GOAL OF THE EXERCISE:
Copy the data that follows, character for character, minus the pictures.

DATA BLOCK:
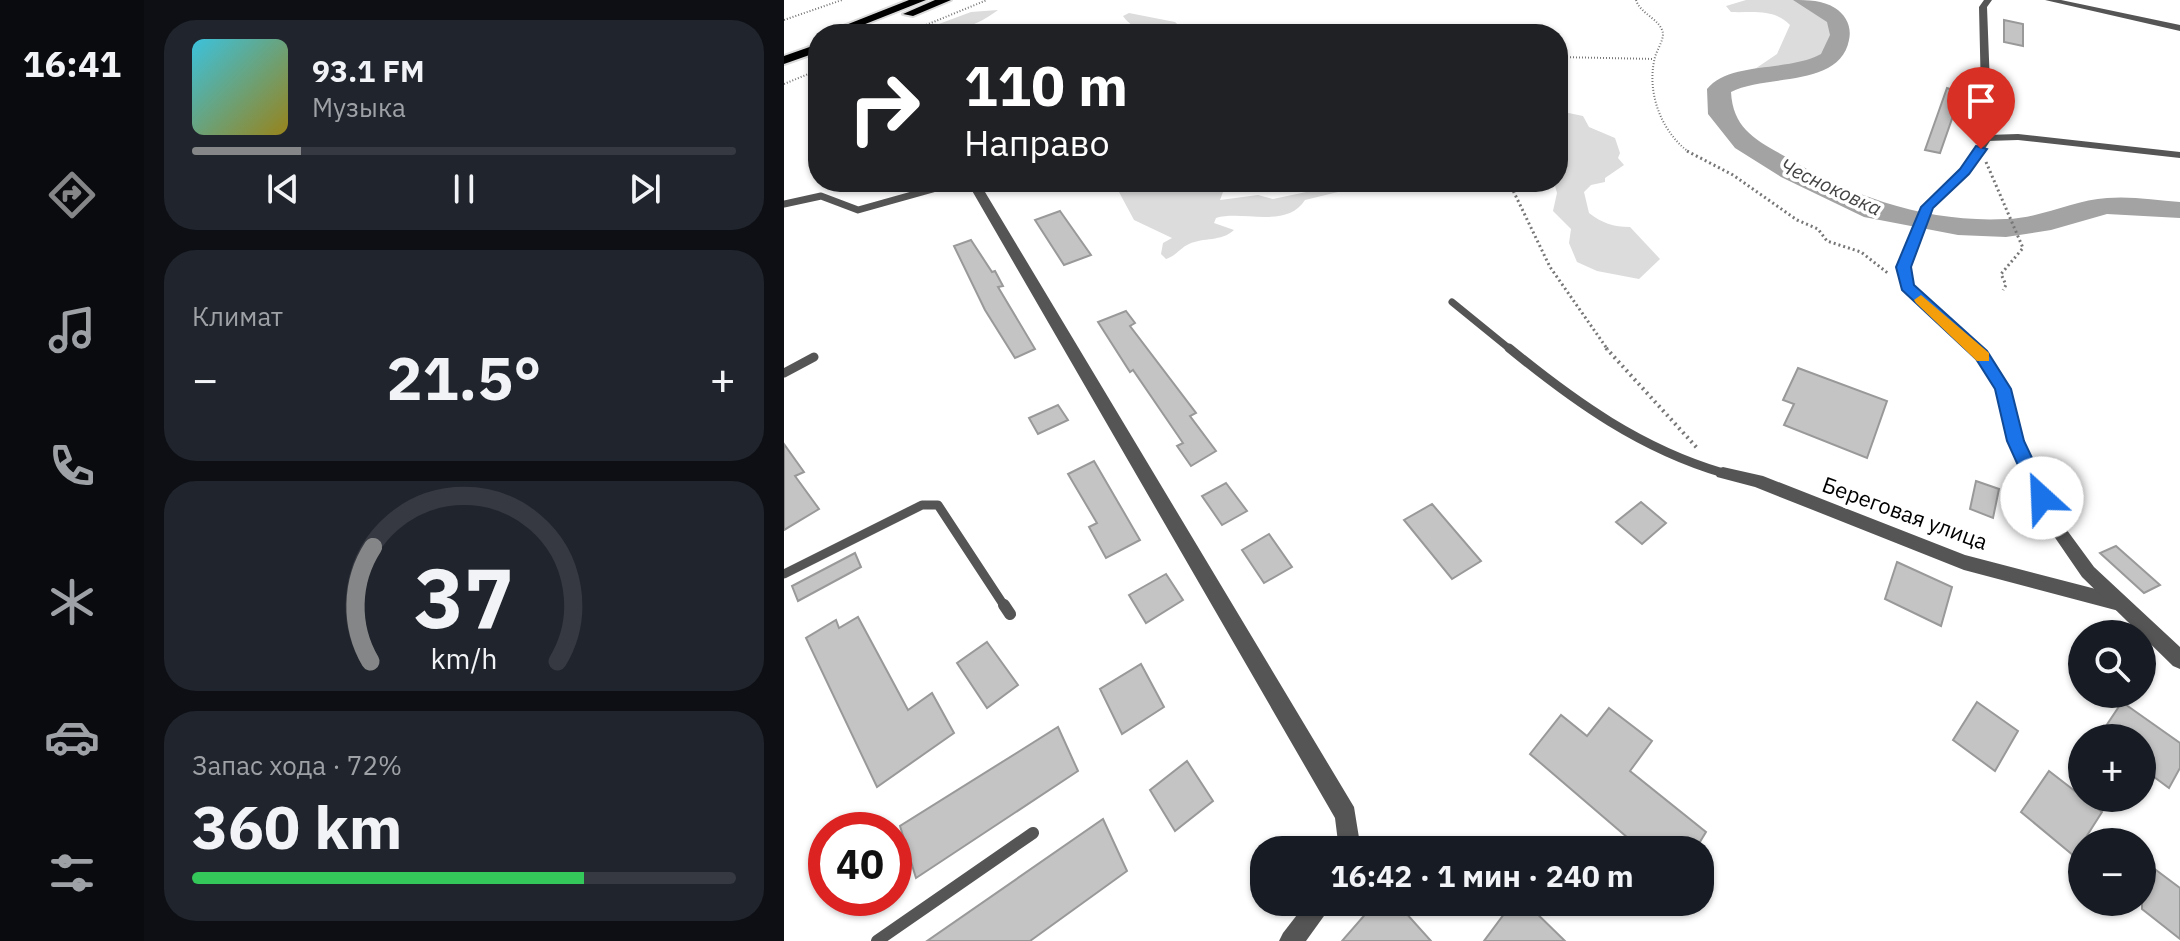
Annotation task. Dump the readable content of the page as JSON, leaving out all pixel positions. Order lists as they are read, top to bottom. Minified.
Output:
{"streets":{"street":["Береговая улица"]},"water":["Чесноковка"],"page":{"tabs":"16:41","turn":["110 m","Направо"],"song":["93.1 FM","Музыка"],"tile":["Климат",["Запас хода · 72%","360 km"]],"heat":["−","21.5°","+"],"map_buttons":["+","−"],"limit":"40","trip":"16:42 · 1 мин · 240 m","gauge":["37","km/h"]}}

ANSWER BOX:
Annotation task. Dump the readable content of the page as JSON, leaving out all pixel positions. Order lists as they are read, top to bottom. Minified.
Output:
{"streets":{"street":["Береговая улица"]},"water":["Чесноковка"],"page":{"tabs":"16:41","turn":["110 m","Направо"],"song":["93.1 FM","Музыка"],"tile":["Климат",["Запас хода · 72%","360 km"]],"heat":["−","21.5°","+"],"map_buttons":["+","−"],"limit":"40","trip":"16:42 · 1 мин · 240 m","gauge":["37","km/h"]}}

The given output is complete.